» What the task requires: From the entries below, copy out every line with "lines" in it.

[Saved entries]
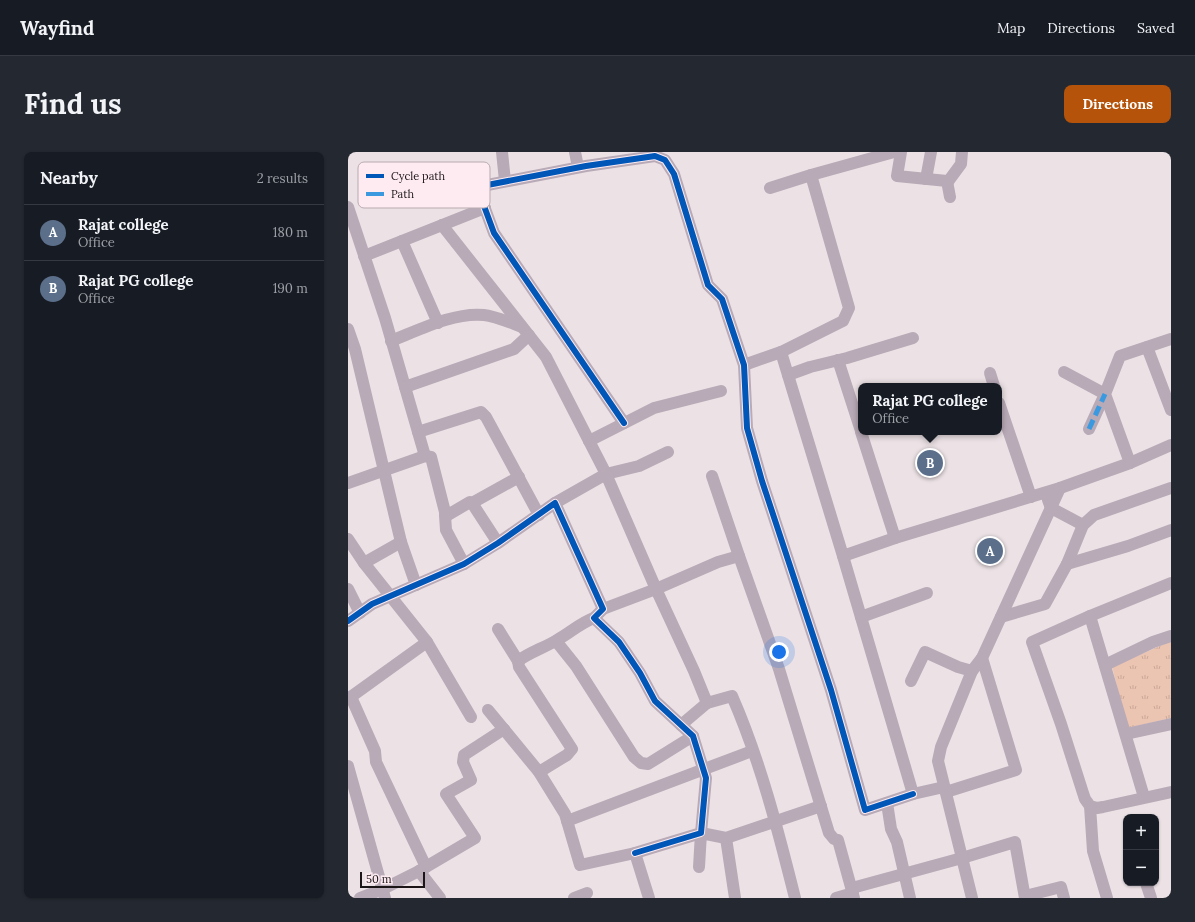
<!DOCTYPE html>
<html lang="en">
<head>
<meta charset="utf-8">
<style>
  body { margin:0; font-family:Lora,serif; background:#242831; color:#f1f3f6 }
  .controls { position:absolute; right:12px; bottom:12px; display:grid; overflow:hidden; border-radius:8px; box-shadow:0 1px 3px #0004 }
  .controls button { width:36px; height:36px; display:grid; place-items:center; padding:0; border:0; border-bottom:1px solid #363941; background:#171b24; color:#f1f3f6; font:20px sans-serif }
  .scale { position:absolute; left:12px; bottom:10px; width:65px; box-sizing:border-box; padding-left:4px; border:2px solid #1b1517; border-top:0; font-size:11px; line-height:14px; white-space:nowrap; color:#1b1517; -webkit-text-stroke:3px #fdebf1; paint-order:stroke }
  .you { position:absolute; left:431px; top:500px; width:14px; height:14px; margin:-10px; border:3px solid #fff; border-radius:50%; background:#1a73e8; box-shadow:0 0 0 6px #1a73e833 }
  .badge { display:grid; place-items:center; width:26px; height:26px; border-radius:50%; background:#b45309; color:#fff; font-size:13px; font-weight:700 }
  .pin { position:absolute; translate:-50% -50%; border:2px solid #fff; box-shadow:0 1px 4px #0006 }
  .popup { position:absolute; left:510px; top:231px; width:144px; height:52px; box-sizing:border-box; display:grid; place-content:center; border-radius:8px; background:#171b24; filter:drop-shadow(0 1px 3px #0005); font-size:13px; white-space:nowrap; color:#9ea1a6 }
  .popup b { font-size:15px; color:#f1f3f6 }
  .popup::after { content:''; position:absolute; left:50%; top:100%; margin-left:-8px; border:8px solid transparent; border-top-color:#171b24 }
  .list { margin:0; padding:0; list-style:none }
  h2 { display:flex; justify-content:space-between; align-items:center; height:52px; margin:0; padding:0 16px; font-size:17px }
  h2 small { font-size:13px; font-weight:400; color:#9ea1a6 }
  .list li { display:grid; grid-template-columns:26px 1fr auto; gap:12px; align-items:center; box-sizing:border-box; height:56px; padding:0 16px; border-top:1px solid #363941 }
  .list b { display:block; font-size:15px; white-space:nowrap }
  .list p { margin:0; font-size:13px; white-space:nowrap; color:#9ea1a6 }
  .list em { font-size:13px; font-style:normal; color:#9ea1a6 }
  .map { position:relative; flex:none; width:823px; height:746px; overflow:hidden; border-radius:8px }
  header { display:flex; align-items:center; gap:24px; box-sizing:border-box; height:56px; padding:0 20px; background:#171b24; border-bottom:1px solid #363941 }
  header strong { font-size:19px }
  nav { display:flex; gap:22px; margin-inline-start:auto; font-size:14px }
  .intro { display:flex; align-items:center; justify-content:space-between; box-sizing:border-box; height:96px; padding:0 24px }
  h1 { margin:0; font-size:28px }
  .button { padding:10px 18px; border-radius:8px; background:#b45309; color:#fff; font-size:14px; font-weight:700 }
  main { display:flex; gap:24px; padding:0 24px }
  aside { flex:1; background:#171b24; border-radius:8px; box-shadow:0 1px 3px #0004 }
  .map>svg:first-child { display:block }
  .grass { fill:url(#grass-tufts) }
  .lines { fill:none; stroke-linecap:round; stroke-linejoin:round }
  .minor { stroke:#b9aab7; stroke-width:12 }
  .quiet { stroke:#3b9adf; stroke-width:5; stroke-dasharray:10 5; stroke-linecap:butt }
  .cycleway-casing { stroke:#fdebf1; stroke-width:8 }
  .cycleway { stroke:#0057b8; stroke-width:6 }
  .key { fill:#fdebf1; stroke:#b9abb0; stroke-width:1 }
  .key-label { font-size:11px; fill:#1b1517 }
</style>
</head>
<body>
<header>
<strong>Wayfind</strong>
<nav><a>Map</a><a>Directions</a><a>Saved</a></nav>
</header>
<div class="intro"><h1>Find us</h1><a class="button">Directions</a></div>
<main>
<aside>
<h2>Nearby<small>2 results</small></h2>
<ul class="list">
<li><span class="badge" style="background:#5c6f8a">A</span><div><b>Rajat college</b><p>Office</p></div><em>180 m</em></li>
<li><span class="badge" style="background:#5c6f8a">B</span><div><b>Rajat PG college</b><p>Office</p></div><em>190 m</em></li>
</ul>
</aside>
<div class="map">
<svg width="823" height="746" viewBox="0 0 823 746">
  <defs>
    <pattern id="grass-tufts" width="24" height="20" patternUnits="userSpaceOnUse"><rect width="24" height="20" fill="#ecc5b2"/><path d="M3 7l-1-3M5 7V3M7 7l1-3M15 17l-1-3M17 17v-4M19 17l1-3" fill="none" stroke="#caa898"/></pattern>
  </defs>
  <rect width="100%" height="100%" fill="#ece2e5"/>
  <path class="grass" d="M823,489V566L780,576L764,515Z"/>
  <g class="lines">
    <g class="minor">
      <path d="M154,0L157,29"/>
      <path d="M227,0L230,15"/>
      <path d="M553,0L549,24L599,29L602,45"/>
      <path d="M463,23L546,0"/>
      <path d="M578,27L583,0"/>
      <path d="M599,31L613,12L614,0"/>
      <path d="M0,55L37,166L77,304"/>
      <path d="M94,73L198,205L258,322L291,314L320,300"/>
      <path d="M54,89L90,171"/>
      <path d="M16,104L137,56"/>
      <path d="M0,177L7,197L53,390L68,433"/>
      <path d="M43,189C71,178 106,160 136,163C147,164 163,171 174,175"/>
      <path d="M799,195L823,258"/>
      <path d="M433,200L495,404L547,386"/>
      <path d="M490,208L513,279"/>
      <path d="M396,213L433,200L495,169L501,156L463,23L422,36"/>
      <path d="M716,220L757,242L741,277"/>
      <path d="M642,221L646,234"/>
      <path d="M440,223L462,215L499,206L565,186"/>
      <path d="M57,235L166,197L181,183"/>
      <path d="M651,251L683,345"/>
      <path d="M276,271L146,81L129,35L238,14L307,4L317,8L326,22L360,133L374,147L396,213L399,276L414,329L483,538L517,658L565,642"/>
      <path d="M70,280L133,260L138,265L191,363"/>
      <path d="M513,280L547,386L712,336L782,311L757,242L772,204L823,187"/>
      <path d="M241,289L306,256L373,239"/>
      <path d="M782,311L823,293"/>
      <path d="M0,331L77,304L83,305L98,364L122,350L124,351L150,391"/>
      <path d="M700,348L703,356L735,373"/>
      <path d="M124,351L171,325"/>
      <path d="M207,351L258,322L308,437L346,519L359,551L384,544C412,608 430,678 447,746"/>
      <path d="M97,363L98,378L116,412"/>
      <path d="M0,387L16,411L79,490L123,565"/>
      <path d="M391,404L431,517L481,681L486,687L490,688L506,746"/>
      <path d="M495,404L565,642L596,635"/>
      <path d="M16,411L53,390"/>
      <path d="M719,412L780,394L823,378"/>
      <path d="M823,431L742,464L684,490L713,572L735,641L737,647L742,654L749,656L755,655L823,640"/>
      <path d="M0,437L12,461"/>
      <path d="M255,457L308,437L370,410L391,404L364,324"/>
      <path d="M742,464L796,645"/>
      <path d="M513,465L579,441"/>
      <path d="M653,465L697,452L719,412L735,373L746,363L823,336"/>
      <path d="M0,469L24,452L116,412L150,391L207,351L255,457L246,466L271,490L292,521L307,549L345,584L358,626L353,681L287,701"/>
      <path d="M150,477L170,509L171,515L224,597L219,603L191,620"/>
      <path d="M208,489L228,514L286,605L293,611L300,612L345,584"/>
      <path d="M170,509C182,500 196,496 209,488C222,481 232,471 246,466"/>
      <path d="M757,513L805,490L823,484"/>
      <path d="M563,529L577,500L610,515L624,519"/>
      <path d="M3,545L27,599L28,610L78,715"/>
      <path d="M0,547L79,490"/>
      <path d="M140,558L191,620L217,662L232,713L287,701L301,746"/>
      <path d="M333,573L359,551"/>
      <path d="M778,582L823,572"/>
      <path d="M0,614L37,746"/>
      <path d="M598,640L668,618L634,506"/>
      <path d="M539,651L543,677L549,690L562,746"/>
      <path d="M742,654L745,699L759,746"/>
      <path d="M219,669L404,599"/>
      <path d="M378,686L387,746"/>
      <path d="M351,715L353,681L378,686L473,654"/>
      <path d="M71,719L127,686L98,642L123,628L115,610L116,603L156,577"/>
      <path d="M798,731L803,746"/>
      <path d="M504,736L614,706L667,690L677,746"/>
      <path d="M677,744L713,735L716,746"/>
      <path d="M12,746L35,737L71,719L92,746"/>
      <path d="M226,746L239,741"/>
      <path d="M488,746L505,741"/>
      <path d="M624,746L590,609L593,595L624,519L634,506L712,336"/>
    </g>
    <path class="quiet" d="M741,277L757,242"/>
    <defs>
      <g id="cycleway">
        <path d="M276,271L146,81L129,35L238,14L307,4L317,8L326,22L360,133L374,147L396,213L399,276L414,329L483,538L517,658L565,642"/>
        <path d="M0,469L24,452L116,412L150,391L207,351L255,457L246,466L271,490L292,521L307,549L345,584L358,626L353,681L287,701"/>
      </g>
    </defs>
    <use href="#cycleway" class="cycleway-casing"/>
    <use href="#cycleway" class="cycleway"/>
  </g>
  <rect x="10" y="10" width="132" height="46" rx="6" class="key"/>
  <rect x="18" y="22" width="18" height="4" fill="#0057b8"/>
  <rect x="18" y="40" width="18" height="4" fill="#3b9adf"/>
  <g class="key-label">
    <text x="43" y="28">Cycle path</text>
    <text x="43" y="46">Path</text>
  </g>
</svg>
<div class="controls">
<button>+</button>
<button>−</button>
</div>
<div class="scale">50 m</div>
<div class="you"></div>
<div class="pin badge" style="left:642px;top:399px;background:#5c6f8a">A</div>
<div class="pin badge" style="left:582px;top:311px;background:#5c6f8a">B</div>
<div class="popup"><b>Rajat PG college</b>Office</div>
</div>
</main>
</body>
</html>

» Problem solution:
  .lines { fill:none; stroke-linecap:round; stroke-linejoin:round }
  <g class="lines">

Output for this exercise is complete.